== Material provided ==
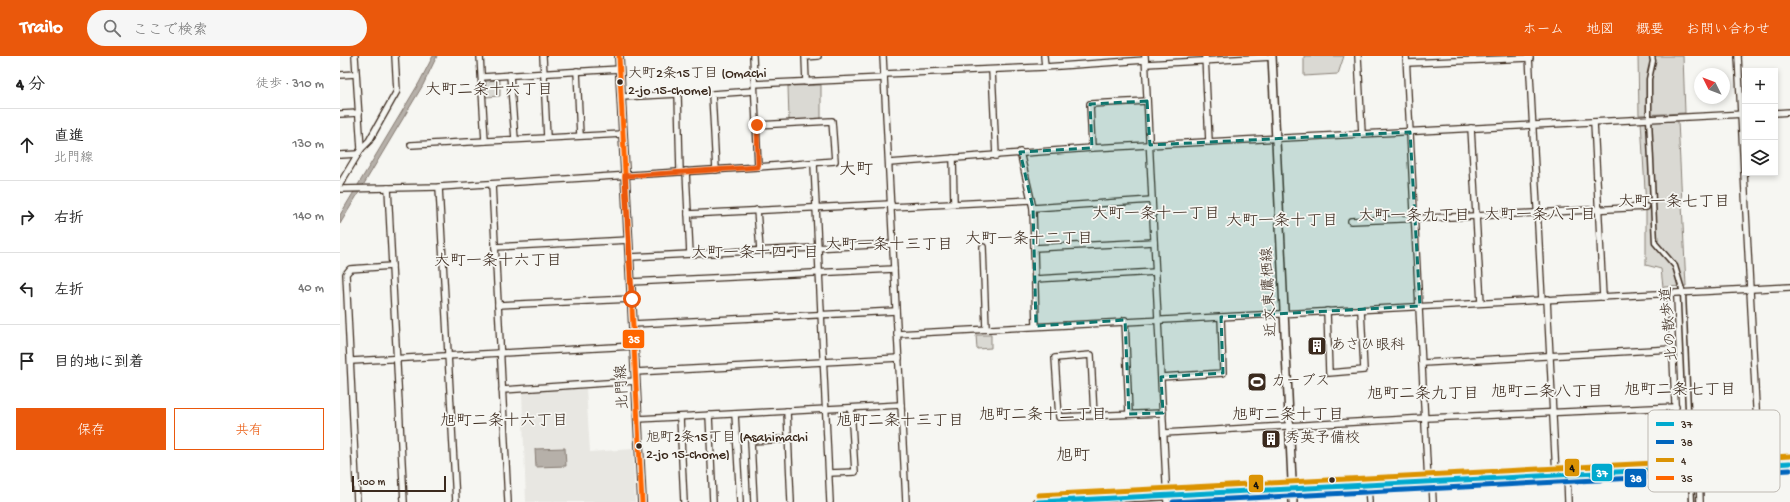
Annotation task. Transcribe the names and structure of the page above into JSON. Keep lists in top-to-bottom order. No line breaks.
{"streets":{"street":["近文東鷹栖線","北の散歩道","北門線"]},"districts":["大町二条十六丁目","大町","大町一条七丁目","大町一条十一丁目","大町一条八丁目","大町一条九丁目","大町一条十丁目","大町一条十二丁目","大町一条十三丁目","大町一条十四丁目","大町一条十六丁目","旭町二条七丁目","旭町二条八丁目","旭町二条九丁目","旭町二条十二丁目","旭町二条十丁目","旭町二条十六丁目","旭町二条十三丁目","旭町"],"places":{"other":["大町2条15丁目 (Omachi 2-jo 15-chome)","旭町2条15丁目 (Asahimachi 2-jo 15-chome)"],"building":["あさひ眼科","秀英予備校"],"sports":["カーブス"]},"lines":["transit line 35","transit line 4","transit line 37","transit line 38"],"legend":["37","38","4","35"],"scale_bar":"100 m","north":"top left","page":{"header":"Trailo","search":"ここで検索","nav":["ホーム","地図","概要","お問い合わせ"],"heading":["4 分","徒歩 · 310 m"],"map_buttons":["+","−"],"list":[["直進","北門線","130 m"],["右折","140 m"],["左折","40 m"],"目的地に到着"],"buttons":["保存","共有"],"scale":"100 m"}}
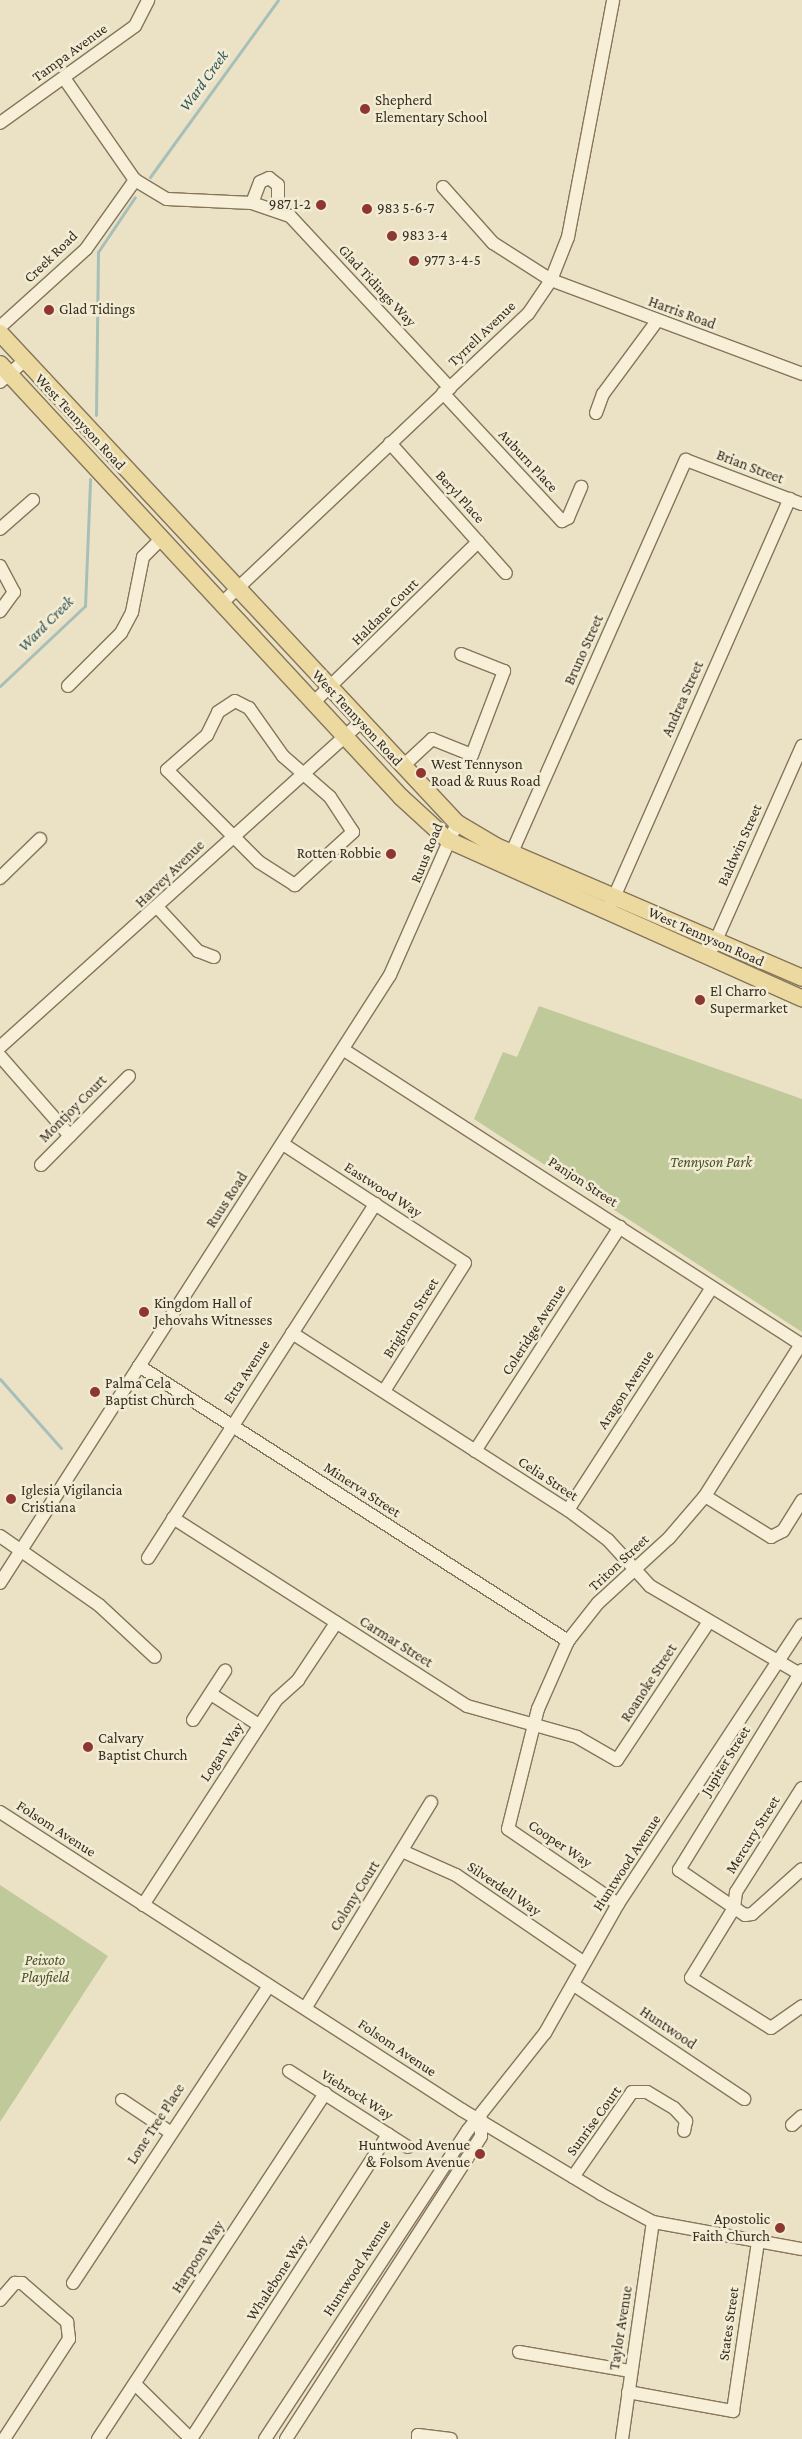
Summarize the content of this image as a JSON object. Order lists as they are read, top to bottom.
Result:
{
  "streets": {
    "main road": ["West Tennyson Road"],
    "street": [
      "Tampa Avenue",
      "Creek Road",
      "Glad Tidings Way",
      "Harris Road",
      "Tyrrell Avenue",
      "Auburn Place",
      "Brian Street",
      "Beryl Place",
      "Haldane Court",
      "Bruno Street",
      "Andrea Street",
      "Baldwin Street",
      "Ruus Road",
      "Harvey Avenue",
      "Montjoy Court",
      "Panjon Street",
      "Eastwood Way",
      "Brighton Street",
      "Coleridge Avenue",
      "Etta Avenue",
      "Aragon Avenue",
      "Celia Street",
      "Minerva Street",
      "Triton Street",
      "Carmar Street",
      "Roanoke Street",
      "Logan Way",
      "Jupiter Street",
      "Folsom Avenue",
      "Mercury Street",
      "Cooper Way",
      "Huntwood Avenue",
      "Silverdell Way",
      "Colony Court",
      "Huntwood",
      "Viebrock Way",
      "Sunrise Court",
      "Lone Tree Place",
      "Harpoon Way",
      "Whalebone Way",
      "States Street",
      "Taylor Avenue"
    ]
  },
  "crossings": [
    ["Tampa Avenue", "Glad Tidings Way"],
    ["Creek Road", "Glad Tidings Way"],
    ["Glad Tidings Way", "Tyrrell Avenue"],
    ["Glad Tidings Way", "Auburn Place"],
    ["Harris Road", "Tyrrell Avenue"],
    ["Tyrrell Avenue", "West Tennyson Road"],
    ["Tyrrell Avenue", "Auburn Place"],
    ["Tyrrell Avenue", "Beryl Place"],
    ["West Tennyson Road", "Haldane Court"],
    ["West Tennyson Road", "Bruno Street"],
    ["West Tennyson Road", "Andrea Street"],
    ["West Tennyson Road", "Baldwin Street"],
    ["West Tennyson Road", "Ruus Road"],
    ["West Tennyson Road", "Harvey Avenue"],
    ["Brian Street", "Bruno Street"],
    ["Brian Street", "Andrea Street"],
    ["Beryl Place", "Haldane Court"],
    ["Ruus Road", "Panjon Street"],
    ["Ruus Road", "Eastwood Way"],
    ["Ruus Road", "Minerva Street"],
    ["Panjon Street", "Coleridge Avenue"],
    ["Panjon Street", "Aragon Avenue"],
    ["Panjon Street", "Triton Street"],
    ["Eastwood Way", "Brighton Street"],
    ["Eastwood Way", "Etta Avenue"],
    ["Brighton Street", "Celia Street"],
    ["Coleridge Avenue", "Celia Street"],
    ["Etta Avenue", "Celia Street"],
    ["Etta Avenue", "Minerva Street"],
    ["Etta Avenue", "Carmar Street"],
    ["Aragon Avenue", "Celia Street"],
    ["Celia Street", "Triton Street"],
    ["Celia Street", "Roanoke Street"],
    ["Celia Street", "Jupiter Street"],
    ["Celia Street", "Huntwood Avenue"],
    ["Minerva Street", "Triton Street"],
    ["Triton Street", "Carmar Street"],
    ["Triton Street", "Cooper Way"],
    ["Carmar Street", "Roanoke Street"],
    ["Carmar Street", "Logan Way"],
    ["Logan Way", "Folsom Avenue"],
    ["Jupiter Street", "Mercury Street"],
    ["Folsom Avenue", "Huntwood Avenue"],
    ["Folsom Avenue", "Colony Court"],
    ["Folsom Avenue", "Sunrise Court"],
    ["Folsom Avenue", "Lone Tree Place"],
    ["Folsom Avenue", "States Street"],
    ["Folsom Avenue", "Taylor Avenue"],
    ["Cooper Way", "Huntwood Avenue"],
    ["Huntwood Avenue", "Silverdell Way"],
    ["Huntwood Avenue", "Huntwood"],
    ["Silverdell Way", "Colony Court"],
    ["Viebrock Way", "Harpoon Way"],
    ["Viebrock Way", "Whalebone Way"],
    ["Harpoon Way", "Whalebone Way"],
    ["States Street", "Taylor Avenue"]
  ],
  "water": ["Ward Creek"],
  "parks": ["Tennyson Park", "Peixoto Playfield"],
  "places": [
    "Shepherd Elementary School",
    "987 1-2",
    "983 5-6-7",
    "983 3-4",
    "977 3-4-5",
    "Glad Tidings",
    "West Tennyson Road & Ruus Road",
    "Rotten Robbie",
    "El Charro Supermarket",
    "Kingdom Hall of Jehovahs Witnesses",
    "Palma Cela Baptist Church",
    "Iglesia Vigilancia Cristiana",
    "Calvary Baptist Church",
    "Huntwood Avenue & Folsom Avenue",
    "Apostolic Faith Church"
  ]
}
===
### [Your instructions]
Write the listing above out again exactly, but not the images it holds.

### [Response]
Annotation task. Transcribe the names and structure of the page above into JSON. Keep lists in top-to-bottom order. No line breaks.
{"streets":{"street":["近文東鷹栖線","北の散歩道","北門線"]},"districts":["大町二条十六丁目","大町","大町一条七丁目","大町一条十一丁目","大町一条八丁目","大町一条九丁目","大町一条十丁目","大町一条十二丁目","大町一条十三丁目","大町一条十四丁目","大町一条十六丁目","旭町二条七丁目","旭町二条八丁目","旭町二条九丁目","旭町二条十二丁目","旭町二条十丁目","旭町二条十六丁目","旭町二条十三丁目","旭町"],"places":{"other":["大町2条15丁目 (Omachi 2-jo 15-chome)","旭町2条15丁目 (Asahimachi 2-jo 15-chome)"],"building":["あさひ眼科","秀英予備校"],"sports":["カーブス"]},"lines":["transit line 35","transit line 4","transit line 37","transit line 38"],"legend":["37","38","4","35"],"scale_bar":"100 m","north":"top left","page":{"header":"Trailo","search":"ここで検索","nav":["ホーム","地図","概要","お問い合わせ"],"heading":["4 分","徒歩 · 310 m"],"map_buttons":["+","−"],"list":[["直進","北門線","130 m"],["右折","140 m"],["左折","40 m"],"目的地に到着"],"buttons":["保存","共有"],"scale":"100 m"}}
Summarize the content of this image as a JSON object. Order lists as they are read, top to bottom.
Result:
{
  "streets": {
    "main road": ["West Tennyson Road"],
    "street": [
      "Tampa Avenue",
      "Creek Road",
      "Glad Tidings Way",
      "Harris Road",
      "Tyrrell Avenue",
      "Auburn Place",
      "Brian Street",
      "Beryl Place",
      "Haldane Court",
      "Bruno Street",
      "Andrea Street",
      "Baldwin Street",
      "Ruus Road",
      "Harvey Avenue",
      "Montjoy Court",
      "Panjon Street",
      "Eastwood Way",
      "Brighton Street",
      "Coleridge Avenue",
      "Etta Avenue",
      "Aragon Avenue",
      "Celia Street",
      "Minerva Street",
      "Triton Street",
      "Carmar Street",
      "Roanoke Street",
      "Logan Way",
      "Jupiter Street",
      "Folsom Avenue",
      "Mercury Street",
      "Cooper Way",
      "Huntwood Avenue",
      "Silverdell Way",
      "Colony Court",
      "Huntwood",
      "Viebrock Way",
      "Sunrise Court",
      "Lone Tree Place",
      "Harpoon Way",
      "Whalebone Way",
      "States Street",
      "Taylor Avenue"
    ]
  },
  "crossings": [
    ["Tampa Avenue", "Glad Tidings Way"],
    ["Creek Road", "Glad Tidings Way"],
    ["Glad Tidings Way", "Tyrrell Avenue"],
    ["Glad Tidings Way", "Auburn Place"],
    ["Harris Road", "Tyrrell Avenue"],
    ["Tyrrell Avenue", "West Tennyson Road"],
    ["Tyrrell Avenue", "Auburn Place"],
    ["Tyrrell Avenue", "Beryl Place"],
    ["West Tennyson Road", "Haldane Court"],
    ["West Tennyson Road", "Bruno Street"],
    ["West Tennyson Road", "Andrea Street"],
    ["West Tennyson Road", "Baldwin Street"],
    ["West Tennyson Road", "Ruus Road"],
    ["West Tennyson Road", "Harvey Avenue"],
    ["Brian Street", "Bruno Street"],
    ["Brian Street", "Andrea Street"],
    ["Beryl Place", "Haldane Court"],
    ["Ruus Road", "Panjon Street"],
    ["Ruus Road", "Eastwood Way"],
    ["Ruus Road", "Minerva Street"],
    ["Panjon Street", "Coleridge Avenue"],
    ["Panjon Street", "Aragon Avenue"],
    ["Panjon Street", "Triton Street"],
    ["Eastwood Way", "Brighton Street"],
    ["Eastwood Way", "Etta Avenue"],
    ["Brighton Street", "Celia Street"],
    ["Coleridge Avenue", "Celia Street"],
    ["Etta Avenue", "Celia Street"],
    ["Etta Avenue", "Minerva Street"],
    ["Etta Avenue", "Carmar Street"],
    ["Aragon Avenue", "Celia Street"],
    ["Celia Street", "Triton Street"],
    ["Celia Street", "Roanoke Street"],
    ["Celia Street", "Jupiter Street"],
    ["Celia Street", "Huntwood Avenue"],
    ["Minerva Street", "Triton Street"],
    ["Triton Street", "Carmar Street"],
    ["Triton Street", "Cooper Way"],
    ["Carmar Street", "Roanoke Street"],
    ["Carmar Street", "Logan Way"],
    ["Logan Way", "Folsom Avenue"],
    ["Jupiter Street", "Mercury Street"],
    ["Folsom Avenue", "Huntwood Avenue"],
    ["Folsom Avenue", "Colony Court"],
    ["Folsom Avenue", "Sunrise Court"],
    ["Folsom Avenue", "Lone Tree Place"],
    ["Folsom Avenue", "States Street"],
    ["Folsom Avenue", "Taylor Avenue"],
    ["Cooper Way", "Huntwood Avenue"],
    ["Huntwood Avenue", "Silverdell Way"],
    ["Huntwood Avenue", "Huntwood"],
    ["Silverdell Way", "Colony Court"],
    ["Viebrock Way", "Harpoon Way"],
    ["Viebrock Way", "Whalebone Way"],
    ["Harpoon Way", "Whalebone Way"],
    ["States Street", "Taylor Avenue"]
  ],
  "water": ["Ward Creek"],
  "parks": ["Tennyson Park", "Peixoto Playfield"],
  "places": [
    "Shepherd Elementary School",
    "987 1-2",
    "983 5-6-7",
    "983 3-4",
    "977 3-4-5",
    "Glad Tidings",
    "West Tennyson Road & Ruus Road",
    "Rotten Robbie",
    "El Charro Supermarket",
    "Kingdom Hall of Jehovahs Witnesses",
    "Palma Cela Baptist Church",
    "Iglesia Vigilancia Cristiana",
    "Calvary Baptist Church",
    "Huntwood Avenue & Folsom Avenue",
    "Apostolic Faith Church"
  ]
}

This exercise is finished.